**Required action**
Exactly the lines from the start of the data below through the line that contains "border:6px solid #d22;" are to be copied, with pictures left out.

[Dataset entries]

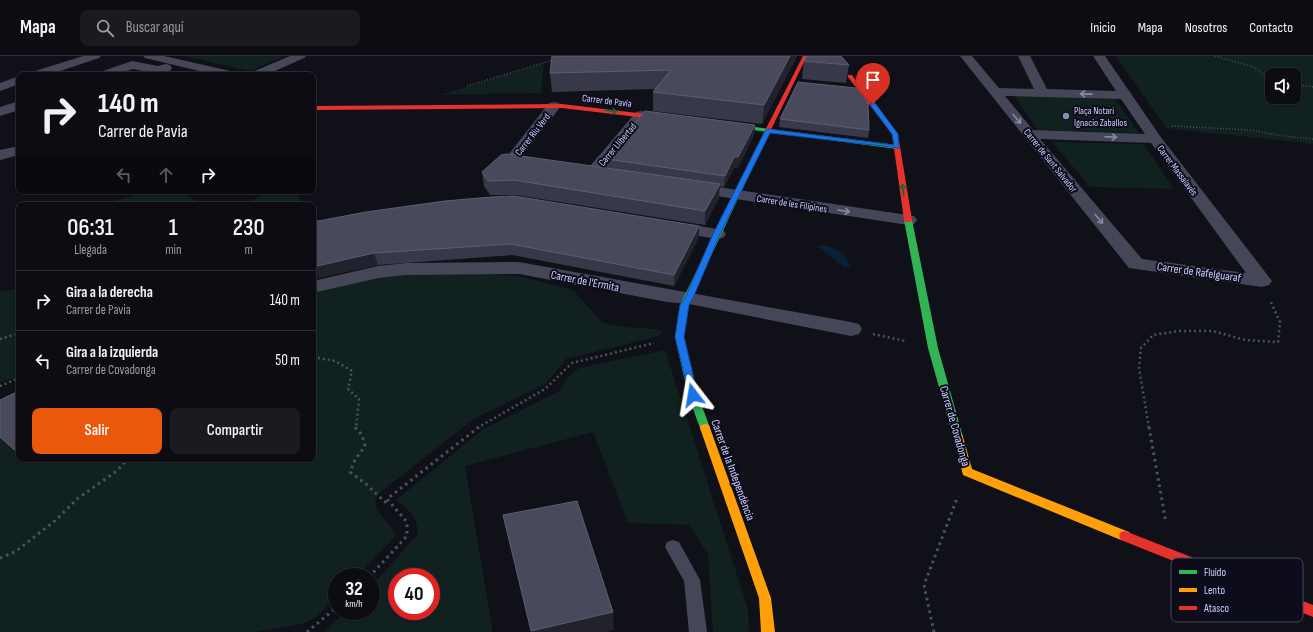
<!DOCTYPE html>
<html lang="es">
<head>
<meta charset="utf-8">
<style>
	:root { --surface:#0c0c12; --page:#1a1a20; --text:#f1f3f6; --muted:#9a9b9f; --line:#2c2c32; --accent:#ea580c }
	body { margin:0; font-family:"Sofia Sans Condensed",sans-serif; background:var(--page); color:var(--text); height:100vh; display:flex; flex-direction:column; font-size:15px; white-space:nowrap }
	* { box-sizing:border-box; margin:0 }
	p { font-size:13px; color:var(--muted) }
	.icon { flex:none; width:22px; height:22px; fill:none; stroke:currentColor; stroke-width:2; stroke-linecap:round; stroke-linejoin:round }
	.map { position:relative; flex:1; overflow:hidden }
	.drawer { position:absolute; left:16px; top:146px; width:300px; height:260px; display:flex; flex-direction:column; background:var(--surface); border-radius:8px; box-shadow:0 1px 3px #0004,0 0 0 1px var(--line) }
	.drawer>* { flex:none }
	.banner { position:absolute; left:16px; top:16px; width:300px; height:122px; border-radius:8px; box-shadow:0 1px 3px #0004,0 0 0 1px var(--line); background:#0c0c12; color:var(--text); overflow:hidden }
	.controls { position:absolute; left:1265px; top:12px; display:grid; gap:8px }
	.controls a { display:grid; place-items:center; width:36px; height:36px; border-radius:8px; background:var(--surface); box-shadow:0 1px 3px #0004,0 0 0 1px var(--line); font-size:20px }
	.speed { position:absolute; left:328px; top:512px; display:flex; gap:8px; font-size:20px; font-weight:700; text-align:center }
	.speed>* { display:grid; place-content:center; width:52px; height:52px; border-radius:50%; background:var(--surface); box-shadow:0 1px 3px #0004,0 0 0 1px var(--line); line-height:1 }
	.speed small { font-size:10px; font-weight:400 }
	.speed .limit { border:6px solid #d22; background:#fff; color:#111 }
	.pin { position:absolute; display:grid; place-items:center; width:34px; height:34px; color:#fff; margin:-41px -17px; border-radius:50% 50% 50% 0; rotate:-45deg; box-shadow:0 0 4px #0007 }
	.pin .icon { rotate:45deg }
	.me { position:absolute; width:44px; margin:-22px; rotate:346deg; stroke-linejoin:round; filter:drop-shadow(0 0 3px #0008) }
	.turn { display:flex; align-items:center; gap:14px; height:84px; padding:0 16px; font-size:18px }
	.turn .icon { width:52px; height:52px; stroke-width:2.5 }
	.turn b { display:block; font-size:28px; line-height:34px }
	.lanes { display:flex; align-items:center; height:38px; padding:0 16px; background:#0003; justify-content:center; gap:20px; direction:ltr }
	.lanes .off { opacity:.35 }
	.eta { display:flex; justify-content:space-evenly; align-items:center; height:68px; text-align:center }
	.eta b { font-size:24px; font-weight:600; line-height:28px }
	.primary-button { display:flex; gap:8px; margin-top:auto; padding:8px 16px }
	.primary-button a { flex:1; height:46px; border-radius:8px; background:var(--accent); color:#fff; font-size:16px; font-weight:600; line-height:46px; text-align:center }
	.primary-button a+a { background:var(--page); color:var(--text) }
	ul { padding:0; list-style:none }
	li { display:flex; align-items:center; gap:12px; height:60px; padding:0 16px; border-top:1px solid var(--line) }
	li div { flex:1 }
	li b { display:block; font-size:15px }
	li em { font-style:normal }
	header { display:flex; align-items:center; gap:24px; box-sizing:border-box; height:56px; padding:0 20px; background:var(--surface); border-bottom:1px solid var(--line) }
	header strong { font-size:19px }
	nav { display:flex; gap:22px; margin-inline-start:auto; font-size:14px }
	.search { width:280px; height:36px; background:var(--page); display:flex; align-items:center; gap:10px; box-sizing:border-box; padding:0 14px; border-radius:8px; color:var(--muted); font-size:15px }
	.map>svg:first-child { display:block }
</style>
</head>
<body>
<header>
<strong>Mapa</strong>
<div class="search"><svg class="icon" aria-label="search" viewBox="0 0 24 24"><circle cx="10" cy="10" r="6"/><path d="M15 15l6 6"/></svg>Buscar aquí</div>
<nav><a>Inicio</a><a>Mapa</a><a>Nosotros</a><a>Contacto</a></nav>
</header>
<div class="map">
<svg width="1313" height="576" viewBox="0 0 1313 576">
	<rect width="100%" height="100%" fill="#101018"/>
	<g fill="#10211f" fill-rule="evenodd">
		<polygon points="184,0 284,0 250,15"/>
		<path d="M1116,0H1313V88L1166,72ZM1272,19H1294V41H1272Z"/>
		<polygon points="544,7 541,37 440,39"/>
		<polygon points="1013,39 1115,43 1139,77 1038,74"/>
		<polygon points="1052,86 1144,88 1174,133 1090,131"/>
		<polygon points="149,135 180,135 202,149 100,149"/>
		<polygon points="263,135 297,135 300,149 239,149 250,146 263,138"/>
		<polygon points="468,215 522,221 573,234 603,267 624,271 655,273 663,275 659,280 566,303 546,328 475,362 382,435 375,443 377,454 395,476 394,482 356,521 337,521 337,540 316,561 305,567 257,576 0,576 0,383 19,400 19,403 22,403 26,406 31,403 313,403 313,235 379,219"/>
		<polygon points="19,232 19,319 0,327 0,236"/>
		<path d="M665,294L748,553L749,576H713L708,499L690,469L628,467L593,376L465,410L493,576H325L346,555H371V531L417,479C419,460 409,455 396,444L482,374L560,335L569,320L579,312ZM397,521H431V555H397Z"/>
	</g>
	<path fill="#0b2032" d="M823,189C835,192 847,197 850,210L845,212L817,190Z"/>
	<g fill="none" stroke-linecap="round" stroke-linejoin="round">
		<g stroke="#46555c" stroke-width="1.5" stroke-dasharray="1 2" stroke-linecap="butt">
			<polyline points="1215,0 1254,11 1272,25"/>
			<polyline points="1294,28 1313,31"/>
			<polyline points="467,30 553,4"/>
			<polyline points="1172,70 1250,74 1283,80 1313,83"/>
		</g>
		<g stroke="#46555c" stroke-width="2.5" stroke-dasharray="2 3" stroke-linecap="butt">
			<polyline points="873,278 905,285"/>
			<polyline points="0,283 19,277"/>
			<polyline points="313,301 335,305 352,315 348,333 359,343 356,372"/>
			<polyline points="0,330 19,322"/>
			<polyline points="477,372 545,333 572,307 654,287"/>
			<polyline points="1149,372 1139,312 1141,292 1153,279 1179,275 1213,275 1245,284 1278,286 1280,266 1270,244"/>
		</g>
		<g stroke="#46555c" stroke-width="3" stroke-dasharray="2.5 4" stroke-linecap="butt">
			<polyline points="356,371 356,373 362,379 365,390 355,404 350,416 366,428 385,446 387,444"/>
			<polyline points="1149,371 1166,467"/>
			<polyline points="0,502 15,496 56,464 77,443 118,414 128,403"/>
			<polyline points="369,521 407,480 407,466 387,443 479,371"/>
			<polyline points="307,576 337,551"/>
			<polyline points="934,576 924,529 958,440"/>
		</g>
		<polygon fill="#454758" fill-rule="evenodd" points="673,484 679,486 700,524 707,576 689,576 684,525 665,491 667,486"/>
		<g fill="#454758" fill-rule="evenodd">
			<polygon points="83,0 101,0 99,2 48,19 30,19 32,16"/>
			<polygon points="143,0 164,0 235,16 237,19 216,19 145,2"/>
			<polygon points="290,0 306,0 304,2 266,19 250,19 252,16"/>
			<path d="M960,0H972L999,32L1034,33L1018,0H1030L1047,33L1116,35L1093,0H1105L1160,80L1269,221L1272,225L1269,229L1262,231L1129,212ZM1005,40L1121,43L1145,78L1033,74ZM1040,83L1151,87L1246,217L1142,203Z"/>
			<polygon points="132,5 158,10 166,8 170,9 172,12 170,15 158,18 133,13 115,19 98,19 100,16"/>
			<polygon points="19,20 19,28 0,35 0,27"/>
			<polygon points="19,45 19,54 0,60 0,51"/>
			<polygon points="554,46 559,47 561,50 520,103 537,106 540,109 537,112 532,114 505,109 502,106 505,103 549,47"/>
			<polygon points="641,55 646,56 648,59 598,121 592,123 586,121 584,118 586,115 636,56"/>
			<polygon points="19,90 19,99 0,104 0,94"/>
			<polygon points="690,127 908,159 914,160 917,164 914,168 908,169 684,135 682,132 684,129"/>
			<polygon points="670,165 717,173 723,174 726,178 723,182 717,183 664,174 661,170 664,166"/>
			<polygon points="519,206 851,266 859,268 862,273 859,278 851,280 689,248 667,246 519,218 406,219 378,222 317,236 313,235 313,225 378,210 406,207"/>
		</g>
		<g fill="#30b455" fill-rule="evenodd">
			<polygon points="755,71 897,89 900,91 897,93 753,74 753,72"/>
			<polygon points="756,96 759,98 688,249 683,281 698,339 710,372 709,375 701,375 700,372 688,339 675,281 680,249 753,98"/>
			<polygon points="905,162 911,162 912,164 938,292 963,381 962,384 958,385 954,384 953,381 928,292 904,164"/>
		</g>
		<g fill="#ff9f0a" fill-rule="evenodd">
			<polygon points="705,368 709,369 710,372 771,542 775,576 761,576 759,542 700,372 701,369"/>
			<polygon points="958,377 962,378 963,381 972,413 1129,476 1131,480 1129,484 1125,485 1121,484 963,419 953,381 954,378"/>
		</g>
		<g fill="#e5322d" fill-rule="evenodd">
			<polygon points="803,0 807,0 759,98 754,99 753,98"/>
			<polygon points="848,19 852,19 898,78 912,164 911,166 905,166 904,164 892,78 848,21"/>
			<polygon points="562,48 671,61 674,63 671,65 562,52 313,54 313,50"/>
			<polygon points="1125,475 1313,549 1313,561 1121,484 1119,480 1121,476"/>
		</g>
	</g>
	<g fill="#383948">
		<polygon points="552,0 797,0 762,68 653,55 653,36 655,33 552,36 550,17"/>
		<polygon points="804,5 849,9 846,27 802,23"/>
		<polygon points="780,63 869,74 868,82 779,71"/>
		<polygon points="755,69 754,79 738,112 734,112 724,131 719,130 719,142 705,169 516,139 490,139 484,130 482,116 607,112 606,103"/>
		<polygon points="491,141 699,170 699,181 674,230 512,199 378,209 313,223"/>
		<polygon points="19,335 19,399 0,382 0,344"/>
	</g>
	<g fill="#21222c">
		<polygon points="790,0 797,0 762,68 764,49"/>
		<polygon points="755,69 754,79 738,112 734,112 724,131 725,120 734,101"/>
		<polygon points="720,128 719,142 705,169 705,155"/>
		<polygon points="699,170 699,181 674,230 674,219"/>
		<polygon points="374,197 378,209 313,223 313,211"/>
		<polygon points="613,556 614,574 606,576 532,576 531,575"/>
	</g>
	<g fill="#48495b" stroke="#5c5e74">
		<polygon points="552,0 790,0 764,49 653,36 671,14 550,17"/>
		<polygon points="807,0 841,0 849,9 804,5"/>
		<polygon points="798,26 856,32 868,47 869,74 780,63"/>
		<polygon points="645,55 755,69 738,101 734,101 725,120 606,103"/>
		<polygon points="507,98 720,128 705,155 514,124 488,125 482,116 501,99"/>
		<polygon points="514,140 699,170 674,219 511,188 374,197 313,211 313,166 366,156 445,145 491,141"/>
		<polygon points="19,335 19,394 17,396 0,381 0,344"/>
		<polygon points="577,445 613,556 531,575 503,459"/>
	</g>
	<defs><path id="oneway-shaft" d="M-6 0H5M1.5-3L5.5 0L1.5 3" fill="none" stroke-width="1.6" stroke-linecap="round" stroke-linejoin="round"/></defs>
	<g stroke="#888aaa">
		<use href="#oneway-shaft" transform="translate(1086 38) rotate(-179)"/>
		<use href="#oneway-shaft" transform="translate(1017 63) rotate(50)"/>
		<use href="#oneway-shaft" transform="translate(1111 81) rotate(2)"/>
		<use href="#oneway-shaft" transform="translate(844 155) rotate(9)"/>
		<use href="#oneway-shaft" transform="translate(1099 163) rotate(50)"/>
	</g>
	<g stroke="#1e6038">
		<use href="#oneway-shaft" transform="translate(611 55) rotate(7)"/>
		<use href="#oneway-shaft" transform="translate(903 134) rotate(-98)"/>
	</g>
	<polygon fill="#1a73e8" stroke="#114b97" points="871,47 875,47 898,78 899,92 770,77 720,178 693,242 689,249 684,281 698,339 697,342 690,342 675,281 680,249 685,242 713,178 765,75 768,73 894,89 892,78 871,50"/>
	<circle fill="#898bac" stroke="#0c0c1b" stroke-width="1.5" cx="1066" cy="60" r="4"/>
	<g text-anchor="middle" stroke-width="4" stroke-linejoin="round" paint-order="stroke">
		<g font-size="10" fill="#cacdfb" stroke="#0c0c1b">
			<text transform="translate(607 44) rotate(7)" y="4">Carrer de Pavia</text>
			<text transform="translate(532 78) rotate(-52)" y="4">Carrer Riu Verd</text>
			<text transform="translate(617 88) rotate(-50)" y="4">Carrer Llibertad</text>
			<text transform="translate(1051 104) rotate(51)" y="4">Carrer de Sant Salvador</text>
			<text transform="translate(1178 114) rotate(53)" y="4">Carrer Massalavés</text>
			<text transform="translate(792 147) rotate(9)" y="4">Carrer de les Filipines</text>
		</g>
		<g font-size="10" fill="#cacdfb" stroke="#0c0c1b" text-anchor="start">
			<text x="1074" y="58">Plaça Notari<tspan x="1074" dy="12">Ignacio Zaballos</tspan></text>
		</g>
		<g font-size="12" fill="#cacdfb" stroke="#0c0c1b">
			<text transform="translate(1199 216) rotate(8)" y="4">Carrer de Rafelguaraf</text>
			<text transform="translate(585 225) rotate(11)" y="4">Carrer de l'Ermita</text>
			<text transform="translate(955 370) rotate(74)" y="4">Carrer de Covadonga</text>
			<text transform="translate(733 414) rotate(70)" y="4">Carrer de la Independència</text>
		</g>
	</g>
	<rect x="1171" y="502" width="132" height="64" rx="6" fill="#0c0c1b" stroke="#45465e" stroke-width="1"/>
	<rect x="1179" y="514" width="18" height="4" fill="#30b455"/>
	<rect x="1179" y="532" width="18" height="4" fill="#ff9f0a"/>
	<rect x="1179" y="550" width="18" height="4" fill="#e5322d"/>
	<g font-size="11" fill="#cacdfb">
		<text x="1204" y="520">Fluido</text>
		<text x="1204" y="538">Lento</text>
		<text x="1204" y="556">Atasco</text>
	</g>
</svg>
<div class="controls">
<a><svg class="icon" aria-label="sound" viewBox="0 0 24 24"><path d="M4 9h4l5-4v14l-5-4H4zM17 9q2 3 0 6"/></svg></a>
</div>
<div class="speed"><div>32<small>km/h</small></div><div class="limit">40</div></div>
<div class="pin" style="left:873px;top:48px;background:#d93025"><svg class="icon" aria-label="arrive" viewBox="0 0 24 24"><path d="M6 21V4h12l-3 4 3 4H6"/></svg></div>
<svg class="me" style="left:693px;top:339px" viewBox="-20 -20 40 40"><path d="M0-17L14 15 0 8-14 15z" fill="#1a73e8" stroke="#fff" stroke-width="4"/></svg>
<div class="banner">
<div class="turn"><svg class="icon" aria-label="right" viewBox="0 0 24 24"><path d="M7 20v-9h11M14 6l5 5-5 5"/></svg><div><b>140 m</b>Carrer de Pavia</div></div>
<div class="lanes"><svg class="icon off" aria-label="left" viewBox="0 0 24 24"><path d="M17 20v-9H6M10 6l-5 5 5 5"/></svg><svg class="icon off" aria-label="ahead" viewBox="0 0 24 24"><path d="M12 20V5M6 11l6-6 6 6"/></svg><svg class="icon" aria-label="right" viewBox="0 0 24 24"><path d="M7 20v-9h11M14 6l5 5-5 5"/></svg></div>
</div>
<section class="drawer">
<div class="eta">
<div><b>06:31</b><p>Llegada</p></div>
<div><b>1</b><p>min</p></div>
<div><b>230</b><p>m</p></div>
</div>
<ul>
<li><svg class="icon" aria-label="right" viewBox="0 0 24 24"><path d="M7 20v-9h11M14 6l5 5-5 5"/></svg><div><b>Gira a la derecha</b><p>Carrer de Pavia</p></div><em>140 m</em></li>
<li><svg class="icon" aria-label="left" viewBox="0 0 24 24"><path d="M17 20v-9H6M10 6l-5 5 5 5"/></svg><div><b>Gira a la izquierda</b><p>Carrer de Covadonga</p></div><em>50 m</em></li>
</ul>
<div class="primary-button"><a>Salir</a><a>Compartir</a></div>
</section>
</div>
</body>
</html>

**Result for this task**
<!DOCTYPE html>
<html lang="es">
<head>
<meta charset="utf-8">
<style>
	:root { --surface:#0c0c12; --page:#1a1a20; --text:#f1f3f6; --muted:#9a9b9f; --line:#2c2c32; --accent:#ea580c }
	body { margin:0; font-family:"Sofia Sans Condensed",sans-serif; background:var(--page); color:var(--text); height:100vh; display:flex; flex-direction:column; font-size:15px; white-space:nowrap }
	* { box-sizing:border-box; margin:0 }
	p { font-size:13px; color:var(--muted) }
	.icon { flex:none; width:22px; height:22px; fill:none; stroke:currentColor; stroke-width:2; stroke-linecap:round; stroke-linejoin:round }
	.map { position:relative; flex:1; overflow:hidden }
	.drawer { position:absolute; left:16px; top:146px; width:300px; height:260px; display:flex; flex-direction:column; background:var(--surface); border-radius:8px; box-shadow:0 1px 3px #0004,0 0 0 1px var(--line) }
	.drawer>* { flex:none }
	.banner { position:absolute; left:16px; top:16px; width:300px; height:122px; border-radius:8px; box-shadow:0 1px 3px #0004,0 0 0 1px var(--line); background:#0c0c12; color:var(--text); overflow:hidden }
	.controls { position:absolute; left:1265px; top:12px; display:grid; gap:8px }
	.controls a { display:grid; place-items:center; width:36px; height:36px; border-radius:8px; background:var(--surface); box-shadow:0 1px 3px #0004,0 0 0 1px var(--line); font-size:20px }
	.speed { position:absolute; left:328px; top:512px; display:flex; gap:8px; font-size:20px; font-weight:700; text-align:center }
	.speed>* { display:grid; place-content:center; width:52px; height:52px; border-radius:50%; background:var(--surface); box-shadow:0 1px 3px #0004,0 0 0 1px var(--line); line-height:1 }
	.speed small { font-size:10px; font-weight:400 }
	.speed .limit { border:6px solid #d22; background:#fff; color:#111 }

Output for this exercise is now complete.